The Copper raised his head high and asked the assembly: “Does any dragon here have a complaint about how I carried out my duties in the Drakwatch?”

“No,” a few dragons murmured.

“I’ve never had luck in duels. I did not fight for this throne, but for all the dragons of the Lavadome. They trusted me with this title, and if they want it back, knowing all this, I will quit it.”

At this Queen Nilrasha raised her snout, glancing around alarmed as though afraid of a fight or a challenge.

No dragon stirred. “I am not a hatchling,” the Copper continued, “maimed by my hatching, starved in sight of my own egg shelf, taken and broken by iron rods in the hard hands of dwarves. I am fortunate, today, in having the luxury of choices.”

“Father’s gold drove you to your choice more than the rods of the dwarves,” AuRon said.

Ayafeeia spoke up. “It does not matter. In the Lavadome, whatever you were as a hatchling, or as a drake, is never mentioned again if you enter the Drakwatch or Firemaidens and grow into an honorable set of wings. The outcast is equal to the scion of the Imperial Line. My mate-brother RuGaard went into the Drakwatch and served, shed blood in battle, and rose to the position of Upholder. With that record I couldn’t care less for the details of what came before. Wistala, settle down. You’ve no need to bristle so. There’ll be no fighting. Or if there is”—she glanced up at the alert griffaran, leaning down and ready to drop—“it won’t last long.”

Wistala hardly heard her. She couldn’t take her eyes off the jewel AuRon wore about his neck. It emitted a soft glow of a peculiar white shade, something between the pale luminescence of reflected moon off the snows of the north and the glitter of starlight.

“So did you come all this way just to accuse me of murder, AuRon?” the Copper asked. “Or is there a message from the Red Queen?”

AuRon felt his hearts hammering. His mind clouded.
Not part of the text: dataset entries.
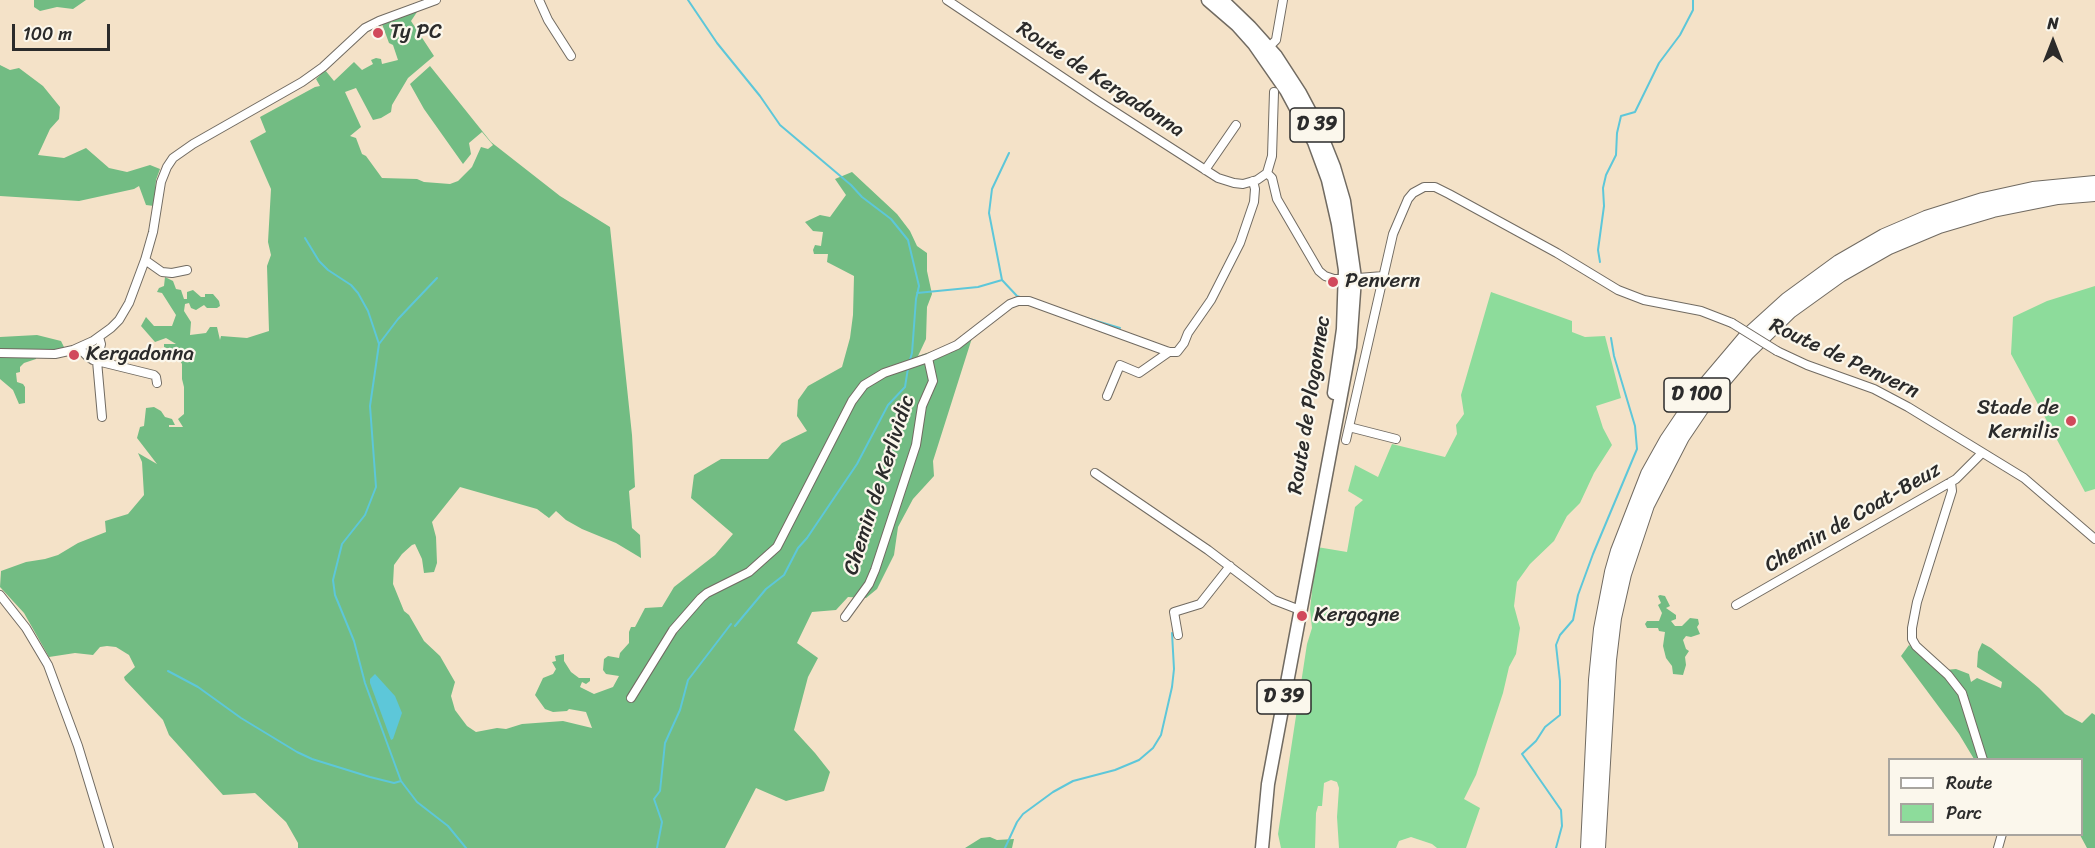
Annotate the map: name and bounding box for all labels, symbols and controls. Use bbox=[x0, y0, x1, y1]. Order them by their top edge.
text: N bbox=[2047, 9, 2059, 38]
scale bar bbox=[15, 12, 112, 50]
north arrow bbox=[2023, 12, 2083, 72]
street label: Route de Kergadonna bbox=[1011, 16, 1189, 144]
text: 100 m bbox=[23, 18, 72, 50]
place label: Ty PC bbox=[390, 20, 442, 46]
marker: Ty PC bbox=[371, 26, 385, 40]
road number: D 39 bbox=[1290, 108, 1344, 142]
place label: Penvern bbox=[1345, 269, 1420, 295]
marker: Penvern bbox=[1326, 275, 1340, 289]
street label: Route de Penvern bbox=[1765, 313, 1923, 405]
street label: Route de Plogonnec bbox=[1283, 314, 1337, 496]
place label: Kergadonna bbox=[86, 342, 194, 368]
marker: Kergadonna bbox=[67, 348, 81, 362]
road number: D 100 bbox=[1664, 378, 1730, 412]
street label: Chemin de Kerlividic bbox=[839, 392, 921, 578]
place label: Stade de Kernilis bbox=[1977, 396, 2059, 446]
marker: Stade de Kernilis bbox=[2064, 414, 2078, 428]
street label: Chemin de Coat-Beuz bbox=[1761, 457, 1945, 579]
place label: Kergogne bbox=[1314, 603, 1399, 629]
marker: Kergogne bbox=[1295, 609, 1309, 623]
road number: D 39 bbox=[1257, 680, 1311, 714]
legend bbox=[1888, 758, 2083, 836]
text: Route bbox=[1946, 767, 1992, 799]
text: Parc bbox=[1946, 797, 1982, 829]

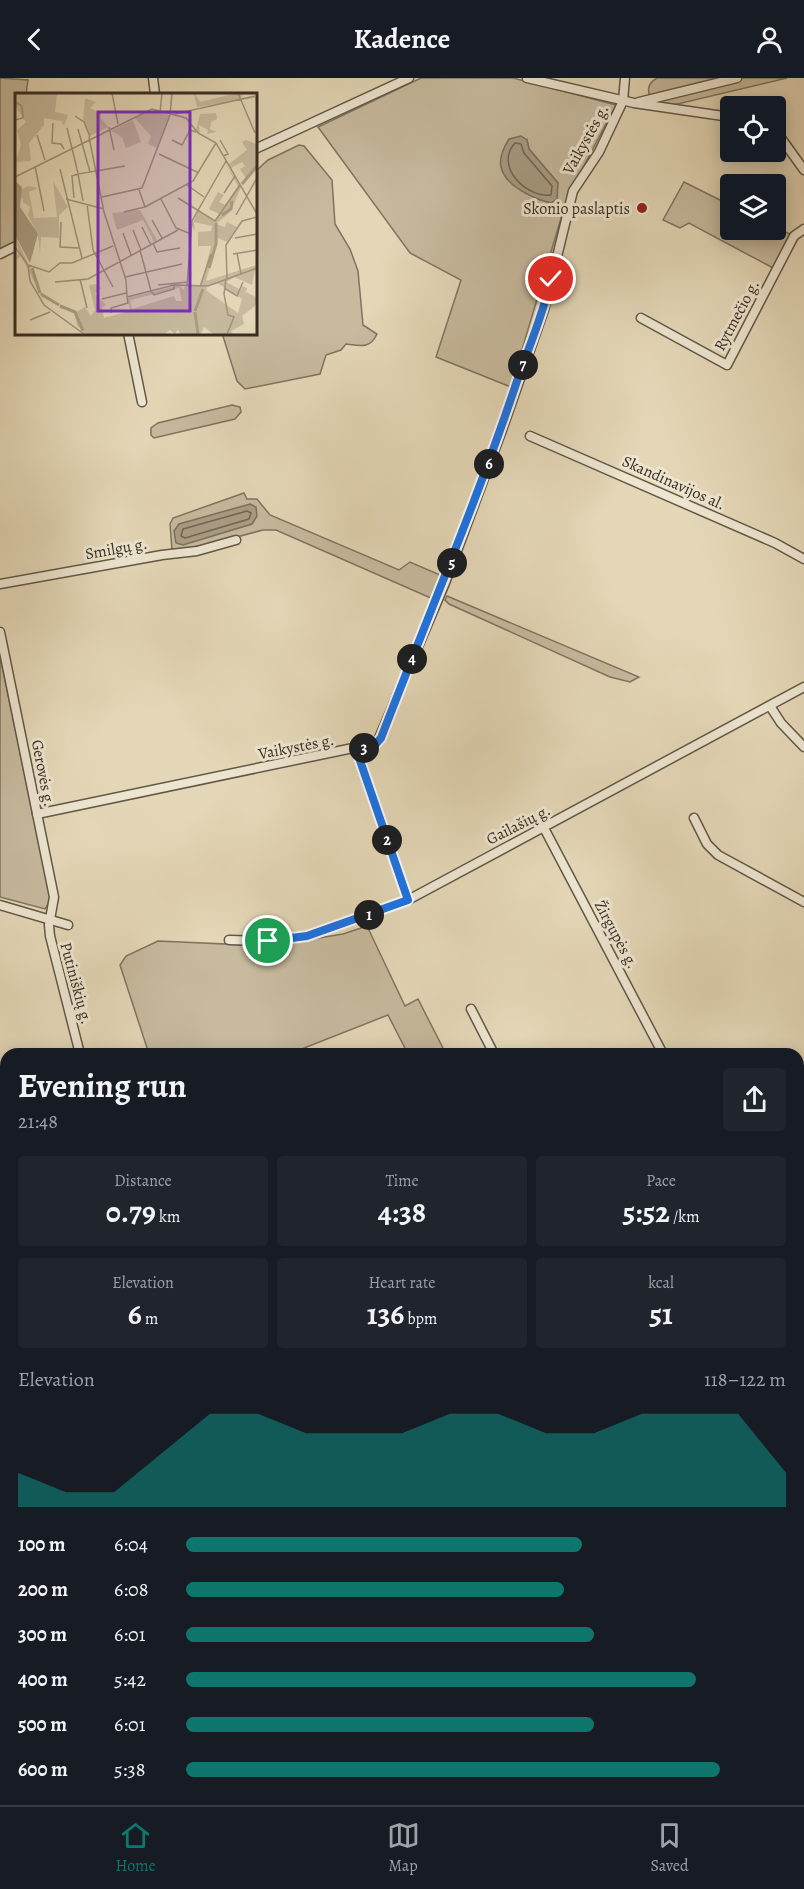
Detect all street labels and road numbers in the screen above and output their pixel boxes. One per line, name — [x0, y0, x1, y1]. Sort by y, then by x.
street label: Vaikystės g. — [557, 101, 614, 179]
street label: Rytmečio g. — [709, 276, 765, 355]
street label: Skandinavijos al. — [619, 450, 729, 515]
street label: Smilgų g. — [83, 533, 149, 565]
street label: Vaikystės g. — [255, 729, 336, 765]
street label: Gerovės g. — [26, 738, 60, 809]
street label: Gailašių g. — [482, 799, 554, 850]
street label: Žirgupės g. — [589, 896, 643, 973]
street label: Putiniškių g. — [55, 940, 98, 1027]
“Yes, there is a message from the Red Queen,” a voice that was only partially his answered.

Like speech in a dream.

He froze, seized by the same irresistible instinct that made him spin legs downward as he fell or that made him squat when he voided his bowels.

He found himself speaking in a voice not his own, high-pitched, with the words coming out at all the wrong intervals: “This pathetic, scaleless . . . excuse for dragonkind doesn’t have . . . the backbone of a river fluke. We speak to you dragons . . . now as the Queen of Ghioz.”